Ore processor Hanking to double capacity by 2015
Iron ore producer China Hanking plans to more than double its ore-processing capacity by 2015, as it puts two new mines into operation.
The Liaoning province-based firm aimed to have an annual processing capacity of 11.4 million tonnes in 2015, chief executive Pan Guocheng said.
The largest iron ore producer in the northwest processed 4.5 million tonnes last year, and plans to handle 7.3 million tonnes this year and 9.25 million tonnes next year.
Pan did not give details about iron ore output in the period, saying it was 'difficult to accurately quantify', although he added that they should grow in line with processing capacity.
An analyst said Pan's reticence probably reflected uncertainty over the iron content of the firm's output, which may fall over time.

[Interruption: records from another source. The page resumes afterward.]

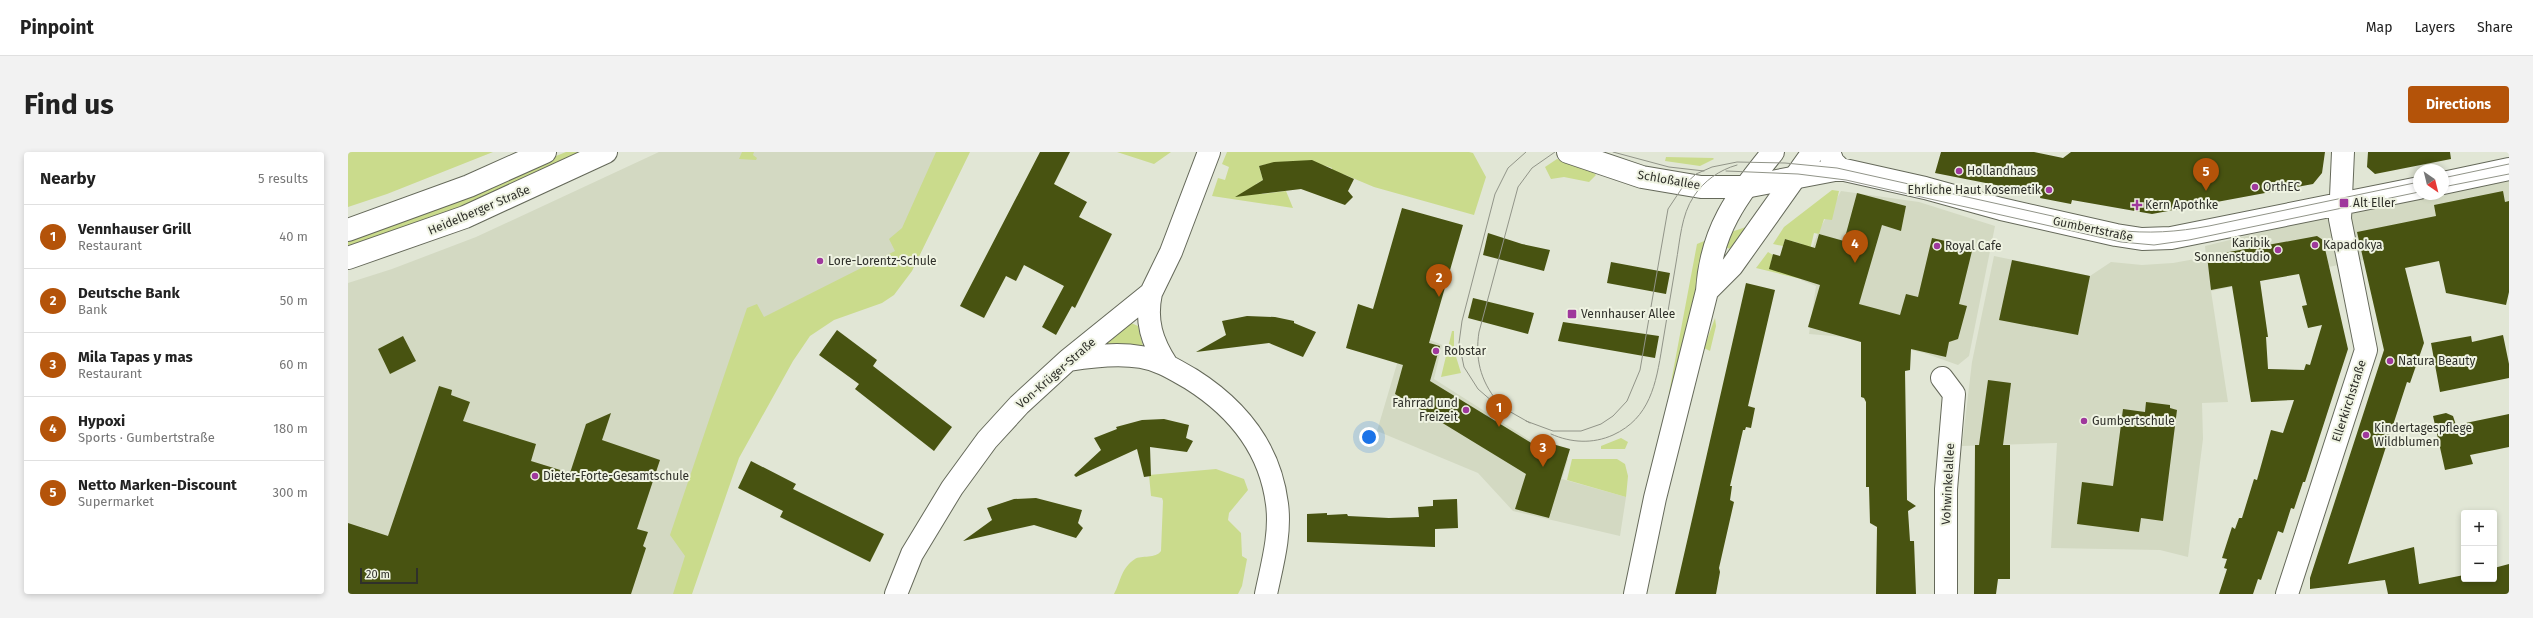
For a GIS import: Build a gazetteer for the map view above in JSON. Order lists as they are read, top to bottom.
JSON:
{
  "streets": {
    "street": [
      "Schloßallee",
      "Heidelberger Straße",
      "Gumbertstraße",
      "Von-Krüger-Straße",
      "Ellerkirchstraße",
      "Vohwinkelallee"
    ]
  },
  "crossings": [
    ["Gumbertstraße", "Ellerkirchstraße"]
  ],
  "places": {
    "other": [
      "Hollandhaus",
      "OrthEC",
      "Ehrliche Haut Kosemetik",
      "Kapadokya",
      "Royal Cafe",
      "Karibik Sonnenstudio",
      "Lore-Lorentz-Schule",
      "Robstar",
      "Natura Beauty",
      "Fahrrad und Freizeit",
      "Gumbertschule",
      "Kindertagespflege Wildblumen",
      "Dieter-Forte-Gesamtschule"
    ],
    "transit": ["Alt Eller", "Vennhauser Allee"],
    "health": ["Kern Apothke"]
  },
  "scale_bar": "20 m",
  "north": "bottom right",
  "page": {
    "header": "Pinpoint",
    "nav": ["Map", "Layers", "Share"],
    "buttons": "Directions",
    "title": "Find us",
    "heading": ["Nearby", "5 results"],
    "pins": [
      "5",
      "4",
      "2",
      "1",
      "3"
    ],
    "list": [
      {
        "mark": "1",
        "name": "Vennhauser Grill",
        "note": "Restaurant",
        "value": "40 m"
      },
      {
        "mark": "2",
        "name": "Deutsche Bank",
        "note": "Bank",
        "value": "50 m"
      },
      {
        "mark": "3",
        "name": "Mila Tapas y mas",
        "note": "Restaurant",
        "value": "60 m"
      },
      {
        "mark": "4",
        "name": "Hypoxi",
        "note": "Sports · Gumbertstraße",
        "value": "180 m"
      },
      {
        "mark": "5",
        "name": "Netto Marken-Discount",
        "note": "Supermarket",
        "value": "300 m"
      }
    ],
    "map_buttons": ["+", "−"],
    "scale": "20 m"
  }
}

On Thursday, Hanking posted a net profit of 403.54 million yuan (HK$493.8 million) for last year. Underlying profit was up 35.1 per cent at 670.56 million yuan from the previous year minus costs and compensation to warrant-holders after its stock market listing last September.

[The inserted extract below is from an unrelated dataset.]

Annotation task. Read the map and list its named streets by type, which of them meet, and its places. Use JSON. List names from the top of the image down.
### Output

The profit growth was driven by a 14.3 per cent rise in average selling price to 1,060.8 yuan per tonne, from 927.8 yuan in 2010. Sales fell 4.5 per cent to 1.26 million tonnes, due to restrictions at its Xingzhou mine.
Including value added tax, the company's selling prices fell to as low as 1,000 yuan a tonne in the fourth quarter amid a global economic slowdown triggered by Europe's sovereign debt crisis. They ranged between 1,060 yuan and 1,100 yuan in this year's first two months.

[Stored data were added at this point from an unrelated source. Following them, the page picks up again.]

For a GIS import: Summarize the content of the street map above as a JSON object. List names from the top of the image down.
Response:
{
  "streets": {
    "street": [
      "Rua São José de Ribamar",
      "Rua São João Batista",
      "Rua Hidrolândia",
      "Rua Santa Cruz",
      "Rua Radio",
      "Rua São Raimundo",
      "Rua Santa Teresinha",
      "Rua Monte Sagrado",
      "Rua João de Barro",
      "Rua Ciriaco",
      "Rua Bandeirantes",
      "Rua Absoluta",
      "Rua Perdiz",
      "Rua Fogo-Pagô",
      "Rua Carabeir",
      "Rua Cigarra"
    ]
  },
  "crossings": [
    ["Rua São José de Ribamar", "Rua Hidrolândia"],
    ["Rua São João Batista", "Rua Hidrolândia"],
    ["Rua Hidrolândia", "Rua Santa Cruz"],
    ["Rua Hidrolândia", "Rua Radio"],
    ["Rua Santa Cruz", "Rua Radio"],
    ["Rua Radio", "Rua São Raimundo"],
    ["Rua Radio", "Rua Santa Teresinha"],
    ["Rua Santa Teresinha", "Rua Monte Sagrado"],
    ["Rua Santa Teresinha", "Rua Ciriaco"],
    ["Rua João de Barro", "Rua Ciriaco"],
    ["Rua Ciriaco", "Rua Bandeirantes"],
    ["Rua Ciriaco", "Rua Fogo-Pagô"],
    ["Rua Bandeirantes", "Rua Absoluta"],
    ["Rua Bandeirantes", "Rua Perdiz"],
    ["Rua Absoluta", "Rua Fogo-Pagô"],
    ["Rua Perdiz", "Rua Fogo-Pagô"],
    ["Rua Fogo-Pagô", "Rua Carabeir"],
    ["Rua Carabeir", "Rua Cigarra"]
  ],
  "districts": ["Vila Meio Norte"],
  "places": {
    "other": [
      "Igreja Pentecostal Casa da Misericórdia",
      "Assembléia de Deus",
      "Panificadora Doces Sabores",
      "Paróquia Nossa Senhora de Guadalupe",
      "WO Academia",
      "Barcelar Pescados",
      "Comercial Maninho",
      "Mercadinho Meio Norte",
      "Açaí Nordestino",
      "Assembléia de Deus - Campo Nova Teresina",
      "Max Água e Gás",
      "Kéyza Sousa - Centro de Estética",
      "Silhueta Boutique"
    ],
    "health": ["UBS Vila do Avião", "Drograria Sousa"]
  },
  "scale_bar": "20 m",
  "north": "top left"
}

Pan said that despite high inflation last year, cash production costs had been largely stable at about 252 yuan a tonne. He said this was achieved through an increase in cost controls on mining and processing procedures, and cuts in electricity and materials usage.
The chief executive said Hanking was in talks to invest in mines in Western Australia and take over other mines in northeast China, adding it would only invest in high iron-content mines.
The management of state-backed Citic Pacific - a diversified company with a focus on steelmaking, property and iron ore mining - last year said that most of Western Australia's high-quality mines had already been bought by the world's mining giants.